El gobierno del Distrito Federal de Brasilia se encuentra en la búsqueda de un préstamo que asciende a 6.500 millones de reales, equivalentes a aproximadamente 1.106 millones de euros, con el objetivo de recapitalizar el Banco de Brasília (BRB). Esta entidad financiera, que es controlada por el propio gobierno local, ha enfrentado serios problemas a raíz de la reciente quiebra del Banco Master, una situación que ha puesto en jaque la estabilidad del sistema financiero en la región.

El fiscal general adjunto de Brasil, Flávio José Roman, ha confirmado que se recurrirá al Fundo Garantidor de Créditos (FGC) para obtener este crédito. Este fondo actuará como garantía, respaldado por las transferencias que el gobierno del Distrito Federal recibe del gobierno federal, así como por un consorcio de bancos que participarán en la operación. Este movimiento es fundamental para asegurar la continuidad de las operaciones del BRB, que ha sido golpeado por problemas de liquidez y confianza.

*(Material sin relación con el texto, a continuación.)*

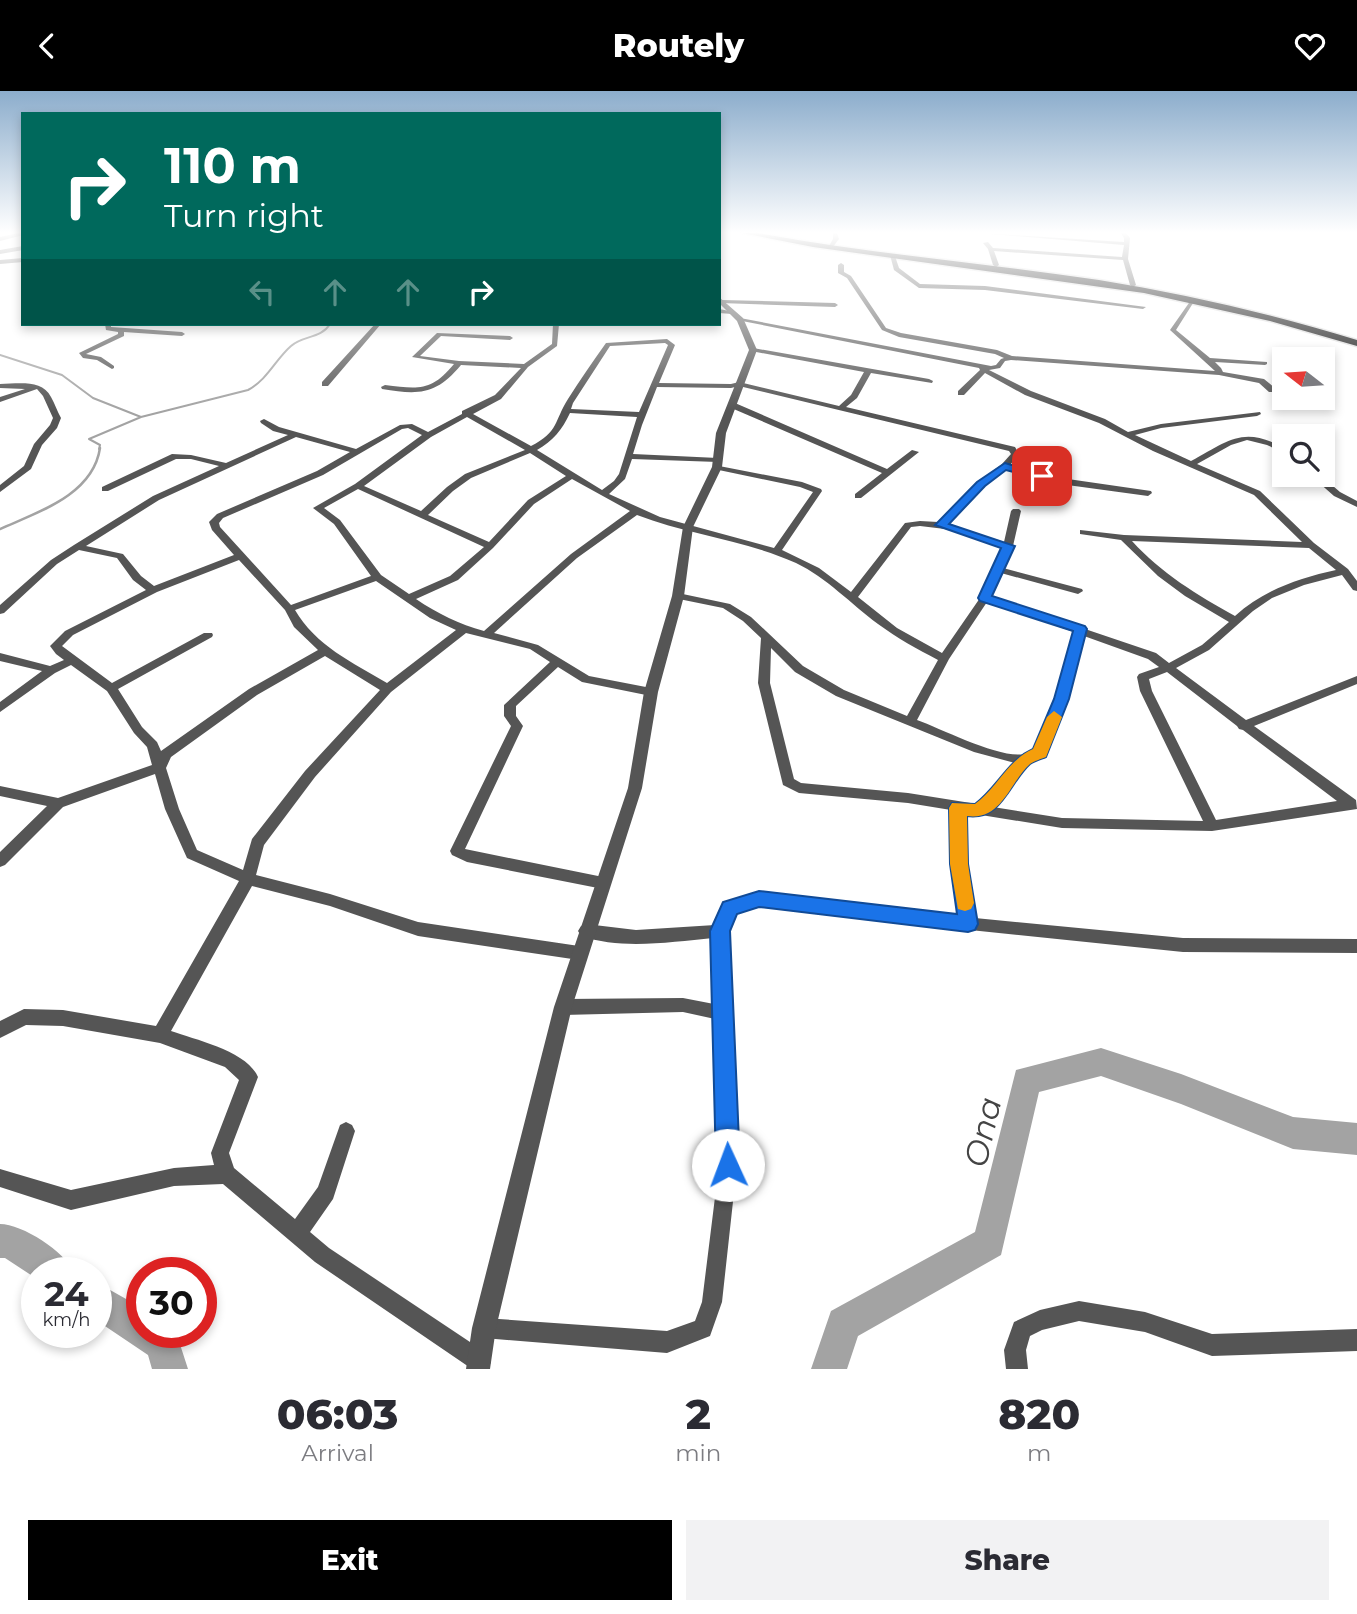 <!DOCTYPE html>
<html lang="en">
<head>
<meta charset="utf-8">
<style>
  :root { --surface:#fff; --page:#f2f2f3; --text:#2b2b33; --muted:#7c7c81; --accent:#000 }
  body { margin:0; font-family:Montserrat,sans-serif; background:var(--page); color:var(--text); height:100vh; display:flex; flex-direction:column; font-size:26px; white-space:nowrap }
  * { box-sizing:border-box; margin:0 }
  p { font-size:23px; color:var(--muted) }
  .icon { flex:none; width:38px; height:38px; fill:none; stroke:currentColor; stroke-width:2; stroke-linecap:round; stroke-linejoin:round }
  .map { position:relative; height:1278px; overflow:hidden }
  .drawer { display:flex; flex-direction:column; background:var(--surface); flex:1 }
  .drawer>* { flex:none }
  .banner { position:absolute; left:21px; top:21px; width:700px; height:214px; border-radius:0px; box-shadow:0 4px 10px #0003; background:#00695c; color:#fff; overflow:hidden }
  .needle { width:46px; rotate:287deg }
  .buttons { position:absolute; left:1272px; top:256px; display:grid; gap:14px }
  .buttons a { display:grid; place-items:center; width:63px; height:63px; border-radius:0px; background:var(--surface); box-shadow:0 4px 10px #0003; font-size:35px }
  .speed { position:absolute; left:21px; top:1166px; display:flex; gap:14px; font-size:35px; font-weight:700; text-align:center }
  .speed>* { display:grid; place-content:center; width:91px; height:91px; border-radius:50%; background:var(--surface); box-shadow:0 4px 10px #0003; line-height:1 }
  .speed small { font-size:18px; font-weight:400 }
  .speed .limit { border:10px solid #d22; background:#fff; color:#111 }
  .pin { position:absolute; display:grid; place-items:center; width:60px; height:60px; color:#fff; margin:-30px; border-radius:14px; box-shadow:0 4px 10px #0006 }
  .me { position:absolute; width:77px; margin:-38px; rotate:358deg; stroke-linejoin:round; filter:drop-shadow(0 0 5px #0008) }
  .turn { display:flex; align-items:center; gap:24px; height:147px; padding:0 28px; font-size:32px }
  .turn .icon { width:91px; height:91px; stroke-width:2.5 }
  .turn b { display:block; font-size:49px; line-height:60px }
  .lanes { display:flex; align-items:center; height:66px; padding:0 28px; background:#0003; justify-content:center; gap:35px; direction:ltr }
  .lanes .off { opacity:.35 }
  .eta { display:flex; justify-content:space-evenly; align-items:center; height:119px; text-align:center }
  .eta b { font-size:42px; font-weight:800; line-height:49px }
  .cta { display:flex; gap:14px; margin-top:auto; padding:14px 28px }
  .cta a { flex:1; height:80px; border-radius:0px; background:var(--accent); color:#fff; font-size:28px; font-weight:800; line-height:80px; text-align:center }
  .cta a+a { background:var(--page); color:var(--text) }
  header { display:flex; justify-content:space-between; align-items:center; height:91px; padding:0 28px; background:var(--accent); color:#fff; font-size:32px; font-weight:800 }
  .map>svg:first-child { display:block }
  .lines { fill:none; stroke-linecap:round; stroke-linejoin:round }
  .stream-far1 { stroke:#a3a3a3; stroke-width:2 }
  .stream { stroke:#a3a3a3; stroke-width:2.5 }
  .river { fill:#a3a3a3; fill-rule:evenodd }
  .trunk-casing { stroke:#dbdbdb; stroke-width:3 }
  .minor { fill:#555; fill-rule:evenodd }
  .tertiary { fill:#555; fill-rule:evenodd }
  .trunk { fill:#000; fill-rule:evenodd }
  .route { fill:#1a73e8; stroke:#114b97; stroke-width:2 }
  .slow { fill:#f59e0b }
  .labels { text-anchor:middle; stroke-width:7; stroke-linejoin:round; paint-order:stroke }
  .near-water-label { font-size:32px; font-style:italic; fill:#444; stroke:#fff }
</style>
</head>
<body>
<header><svg class="icon" aria-label="back" viewBox="0 0 24 24"><path d="M15 5l-7 7 7 7"/></svg>Routely<svg class="icon" aria-label="heart" viewBox="0 0 24 24"><path d="M12 20l-8-8c-3-5 5-10 8-4 3-6 11-1 8 4z"/></svg></header>
<div class="map">
<svg width="1357" height="1278" viewBox="0 0 1357 1278">
  <rect width="100%" height="100%" fill="#fff"/>
  <g class="lines">
    <!-- stream-far1 -->
    <path class="stream-far1" d="M0,264L62,284L93,307L141,326
      M99,358L100,354L89,348L141,326L248,299C268,288 275,269 291,255C303,244 321,248 330,233"/>
    <!-- stream -->
    <path class="stream" d="M0,438C38,421 93,404 100,357"/>
    <!-- river -->
    <path class="river" d="M1101,957L1181,983L1293,1026L1357,1032V1064L1293,1058L1181,1013L1101,985L1039,1001L1001,1164L858,1245L847,1278H811L831,1220L975,1141L1016,979Z
      M0,1133C22,1133 66,1161 73,1181H37V1188L5,1167H0Z
      M96,1191L142,1217V1241H176L188,1278H152L148,1264L96,1229Z"/>
    <defs>
      <path id="trunk" d="M742,142H758C871,163 986,172 1099,189C1186,203 1272,223 1357,249V255L1270,230L1144,202L813,156Z"/>
    </defs>
    <!-- trunk casing -->
    <use href="#trunk" class="trunk-casing"/>
    <!-- minor -->
    <path class="minor" d="M18,142H23V144L0,150V146Z
      M833,142H837L839,148L832,157L829,155L833,148Z
      M979,142L1124,151V147L1121,142H1126L1130,147L1128,168L1136,194L1133,196L1130,194L1123,169L994,160L999,174L996,176L993,174L988,158L983,152L988,151L993,157L1122,166L1124,154Z
      M23,155V159L0,163V159Z
      M890,164L895,165L899,177L920,193L985,195L1146,216L1143,218L985,199L919,197L894,179Z
      M23,167V171L0,173V169Z
      M841,172L844,174V181L851,185L886,237L901,242L997,259L1012,265L1215,280L1170,239L1191,209H1195L1176,239L1210,267L1267,271V273L1265,274L1215,271L1221,277L1223,281L1264,288L1275,297V301H1269L1259,292L1219,284L1011,269L1005,270L1000,277L989,279L1031,300L1105,328L1128,341L1161,333L1260,321L1261,323L1257,325L1161,337L1135,344L1191,370C1228,350 1243,334 1284,357V362L1267,354L1247,349L1231,354L1197,373L1260,400L1314,452L1348,478L1357,490V500L1353,499L1342,484L1304,494L1272,507L1253,520L1209,559L1176,577L1246,629L1357,585V593L1254,635L1356,709L1357,718L1212,740L1062,737L981,724L978,725L965,721L966,773L975,827L1183,847L1357,848V862L1183,861L836,825L759,814L735,822L728,840L737,1074L722,1211L710,1245L667,1262L484,1247L477,1244L474,1237L477,1230L484,1227L667,1240L695,1230L702,1211L719,1074L715,928L683,921L563,924L557,921L555,916L557,911L563,908L683,907L714,913L713,847C670,851 622,859 581,845L578,840L581,835L586,833L636,839L715,834L725,813L759,802L836,813L959,825L952,773L951,719L908,712L799,702L783,694L758,592L761,547L743,530L723,517L674,507L673,505L678,502L730,513L751,526L803,575L844,599L907,625L938,569C917,558 897,547 878,533C851,513 827,487 796,472C745,449 689,444 637,424L577,467L494,542L538,554L589,585L651,597L657,601L651,605L582,591L558,576L516,615V625L523,635L465,758L603,786L608,788L610,792L608,796L603,798L467,771L452,764L450,760L511,635L504,625V614L550,571L530,558L466,542L391,601L315,686L264,754L256,784L330,803L418,831L579,855L584,857L587,862L584,867L579,869L418,845L330,815L252,795L171,940C196,949 247,960 258,986L229,1062L234,1077L295,1128L318,1096L340,1034L346,1031L352,1034L355,1040L333,1108L310,1141L329,1157L488,1263L491,1271L488,1278H472L315,1171L223,1093L174,1095L71,1119L0,1096V1078L71,1099L174,1077L214,1074L211,1062L239,989L225,976L160,952L63,935L26,934L0,947V930L24,918L63,919L156,935L239,790L187,767L165,718L155,683L63,716L5,774L0,776V761L47,715L0,705V695L58,707L152,674L147,656L134,642L107,600L71,574L55,582L0,621V611L42,580L0,570V562L50,575L64,569L56,563L50,555L65,540L146,499L133,489L117,467L79,459L57,473L4,522L0,523V514L51,469L74,454L153,405L219,375L191,368H176L108,400H102V396L172,363L191,364L226,372L288,344L273,340L261,332L260,330L264,328L279,336L356,358L400,334L412,333L428,341L462,323V320L495,304L521,277L461,274C436,304 419,304 382,298L381,296L385,294C418,298 431,301 454,273L412,266L437,242L510,245L513,247L510,249L441,245L420,265L459,270L524,273L552,253L553,233H559L557,255L528,276L501,308L473,323L531,355C559,341 554,330 568,308C580,289 593,270 606,252L667,248L675,254L659,292L731,293L739,291L839,315L851,304L864,281L751,260L750,259L753,257L929,288L933,290L932,292L871,282L857,307L846,316L1015,356L1019,363L1010,374L1061,387L1151,400L1152,402L1148,405L1060,393L1006,378L984,395L947,433L1004,451L1011,420L1013,418H1019L1021,420L1013,455L1003,477L1082,498L1083,500L1078,503L1001,482L991,506L1077,535L1084,536L1085,538L1156,562L1169,572L1202,554L1229,531L1185,505L1158,485L1121,449L1080,443V439L1124,444L1302,451L1254,404L1153,360L1099,332L1025,304L985,282L964,304H958V300L980,279L979,277L737,229L740,227L991,275L996,274L1001,268L1004,267L995,263L899,246L882,239L847,187L838,182V174ZM665,252L668,254L639,321L571,318L573,312L610,255ZM739,295L1009,360L1011,363L1002,373L978,391L938,431L920,430L905,432L851,501L819,477L782,459L822,400L821,398L802,391L714,374V378L800,396L813,401L774,457L660,426L609,403L625,388L632,368L718,371L722,369L718,367L633,363L642,334L657,296L731,297ZM570,322L637,326L619,383L614,390L602,399L537,359C553,350 562,339 570,322ZM467,326L525,359L465,383L447,396L421,420L364,395L431,346ZM408,337L422,344L355,393L313,417L334,433L371,485L291,514L220,436L219,432L223,427L323,384L402,338ZM296,346L350,361L317,380L217,423L209,431L212,439L234,464L154,495L141,485L123,463L86,455L159,409ZM530,362L566,385L528,409L489,451L428,424L453,400L471,387ZM572,388L630,420L571,463L484,540C459,533 438,523 416,508L458,489L493,457L534,413ZM358,398L484,456L450,485L409,503L381,484L340,429L324,417ZM920,435L945,438L1003,456L980,507L942,562L897,537L858,506L911,436ZM1132,450L1309,457L1336,479C1299,487 1264,499 1235,525C1197,504 1161,482 1132,450ZM239,469L285,519L294,536L318,559L249,598L161,660L157,651L142,636L118,598L212,546L213,544L212,542H204L112,592L62,555L73,544L157,501ZM376,490L430,527L456,539L387,592C353,572 315,554 295,519ZM987,511L1074,541L1056,608L1035,659C1031,660 1028,663 1024,663C1000,668 942,638 917,629L949,568ZM1084,545L1148,568L1159,576L1139,583L1137,586L1140,600L1203,730L1062,727L993,716C1007,705 1015,688 1027,674C1032,669 1041,668 1046,662L1068,608ZM771,557L795,581L836,605L974,661L1015,672L990,703L977,713L908,702L801,692L794,688L770,592ZM325,565L380,599L305,680L252,748L243,779L197,759L179,718L166,677L171,666L257,604ZM1167,581L1237,635L1239,638L1243,639L1337,710L1216,729L1152,600L1149,588Z
      M722,209L835,212L838,214L835,216L720,212Z
      M719,218L735,221L732,223L719,222Z
      M105,233H111V236L182,241L185,243L182,245L124,241V245L86,263L101,266L114,275V277L112,278L97,269L83,267L79,262L118,243V241L106,239Z
      M236,233H243L240,235Z
      M375,233H381L328,295H322V291Z
      M0,293C18,293 42,288 51,306C55,313 57,320 61,327L57,337L42,354L31,378L0,401V394L24,375L34,353L50,334L53,327L43,305L37,298L0,311V306L25,298L0,297Z
      M729,312H735L887,378L912,359L919,361L861,407H855V403L882,382L729,316Z
      M1309,383H1319L1340,401L1357,410V416L1334,405Z
      M1079,1210L1145,1221L1212,1243L1357,1238V1260L1212,1265L1145,1241L1079,1230L1042,1239L1030,1245L1026,1259L1028,1278H1006L1004,1259L1014,1231L1040,1219Z"/>
    <!-- tertiary -->
    <path class="tertiary" d="M719,206L743,227L757,259L726,342L722,376L693,436L684,505L658,601L642,697L572,916L496,1237L490,1278H466L472,1237L554,916L628,697L644,601L672,505L683,436L712,376L716,342L749,259L737,230L719,212Z"/>
    <!-- trunk -->
    <use href="#trunk" class="trunk"/>
  </g>
  <!-- sky -->
  <linearGradient id="sky" x2="0" y2="1"><stop stop-color="#8cadcc"/><stop offset="0.44" stop-color="#fff"/><stop offset="1" stop-color="#fff" stop-opacity="0"/></linearGradient>
  <rect width="1357" height="321" fill="url(#sky)"/>
  <!-- route -->
  <path class="route" d="M1005,372L1047,385L1042,389L1006,379L985,395L949,433L1015,455L992,505L1085,535L1087,538L1069,608L1046,666C1041,668 1034,670 1030,673C1009,692 1002,730 967,725L968,773L978,833L975,839L968,841L759,816L737,823L730,840L740,1074L737,1082L728,1086L720,1082L716,1074L710,840L723,811L759,800L957,823L950,773L949,717L952,712L975,713C997,697 1008,669 1033,658L1054,608L1073,540L980,510L978,507L1001,457L935,434L977,391Z"/>
  <!-- slow -->
  <path class="slow" d="M1054,620L1062,626L1046,666C1041,668 1034,670 1030,673C1009,692 1002,730 967,725L968,773L974,812L971,818L965,820L958,818L950,773L949,717L952,712L975,713C997,697 1008,669 1033,658L1047,626Z"/>
  <g class="labels">
    <!-- near-water labels -->
    <g class="near-water-label">
      <text transform="translate(983 1041) rotate(-77)" y="11">Ona</text>
    </g>
  </g>
</svg>
<div class="buttons">
<a><svg class="needle" viewBox="-14 -14 28 28"><path d="M0-13l5 13h-10z" fill="#e53935"/><path d="M0 13l5-13h-10z" fill="#7c7c81"/></svg></a>
<a><svg class="icon" aria-label="search" viewBox="0 0 24 24"><circle cx="10" cy="10" r="6"/><path d="M15 15l6 6"/></svg></a>
</div>
<div class="speed"><div>24<small>km/h</small></div><div class="limit">30</div></div>
<div class="pin" style="left:1042px;top:385px;background:#d93025"><svg class="icon" aria-label="arrive" viewBox="0 0 24 24"><path d="M6 21V4h12l-3 4 3 4H6"/></svg></div>
<svg class="me" style="left:728px;top:1074px" viewBox="-20 -20 40 40"><circle r="19" fill="#fff"/><path d="M0-13L10 11 0 6-10 11z" fill="#1a73e8"/></svg>
<div class="banner">
<div class="turn"><svg class="icon" aria-label="right" viewBox="0 0 24 24"><path d="M7 20v-9h11M14 6l5 5-5 5"/></svg><div><b>110 m</b>Turn right</div></div>
<div class="lanes"><svg class="icon off" aria-label="left" viewBox="0 0 24 24"><path d="M17 20v-9H6M10 6l-5 5 5 5"/></svg><svg class="icon off" aria-label="ahead" viewBox="0 0 24 24"><path d="M12 20V5M6 11l6-6 6 6"/></svg><svg class="icon off" aria-label="ahead" viewBox="0 0 24 24"><path d="M12 20V5M6 11l6-6 6 6"/></svg><svg class="icon" aria-label="right" viewBox="0 0 24 24"><path d="M7 20v-9h11M14 6l5 5-5 5"/></svg></div>
</div>
</div>
<section class="drawer">
<div class="eta">
<div><b>06:03</b><p>Arrival</p></div>
<div><b>2</b><p>min</p></div>
<div><b>820</b><p>m</p></div>
</div>
<div class="cta"><a>Exit</a><a>Share</a></div>
</section>
</body>
</html>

Según informaciones provenientes de fuentes cercanas al asunto, el consorcio que se formará para respaldar este préstamo estará compuesto por importantes entidades financieras del país, como Itaú Unibanco, Banco do Brasil, Banco Bradesco, BTG Pactual, Caixa Econômica Federal y la división brasileña de Banco Santander. Cada uno de estos bancos se comprometerá a aportar 1.000 millones de reales al fondo, lo que suma un total de 6.000 millones de reales. Sin embargo, aún se evalúa la posibilidad de que entidades externas asuman el resto del préstamo, que asciende a 500 millones de reales, para completar así el monto necesario para la recapitalización del BRB.

En este contexto, el gobierno del presidente Luiz Inácio Lula da Silva ha manifestado su oposición a realizar un rescate directo del Banco de Brasília, aunque recientemente ha mostrado disposición a flexibilizar las normas fiscales que permitirían al gobierno local acceder a este importante préstamo. Este cambio en la postura del Ejecutivo federal podría ser crucial para que el Ayuntamiento de Brasilia logre obtener los recursos necesarios para estabilizar al BRB y garantizar la confianza de los depositantes.

La situación del Banco de Brasília se ha visto agravada por su vinculación con la compra de activos del Banco Master, que estaban valorados en alrededor de 21.900 millones de reales. Esta operación, que actualmente está bajo investigación por posibles irregularidades, ha dejado al BRB en una posición financiera comprometida. A raíz del escándalo, la entidad ha decidido posponer indefinidamente la publicación de sus resultados financieros correspondientes al tercer y cuarto trimestre de 2025, citando la necesidad de concluir una auditoría forense que se encargue de esclarecer todos los hechos vinculados a la operación con el Banco Master.

Ante esta situación delicada, el BRB ya había aprobado en abril de este año una ampliación de capital de 8.800 millones de reales. Esta medida fue concebida para cubrir el déficit generado por la crisis y mejorar la solvencia de la institución. Además, el banco firmó un acuerdo con la gestora Quadra Capital para la venta de activos que le permitan reducir su exposición a los problemas derivados de la quiebra del Banco Master, lo que demuestra un intento por parte de la entidad de reestructurarse y recuperar la confianza del mercado.

La complicada situación del Banco de Brasília y su búsqueda de financiamiento pone de manifiesto la vulnerabilidad de algunas instituciones financieras en el país y plantea interrogantes sobre la regulación y supervisión del sistema bancario en Brasil. A medida que el gobierno local avanza en su intento por recuperar la estabilidad financiera del BRB, el desenlace de esta situación podría tener repercusiones significativas para la economía del Distrito Federal y el país en su conjunto.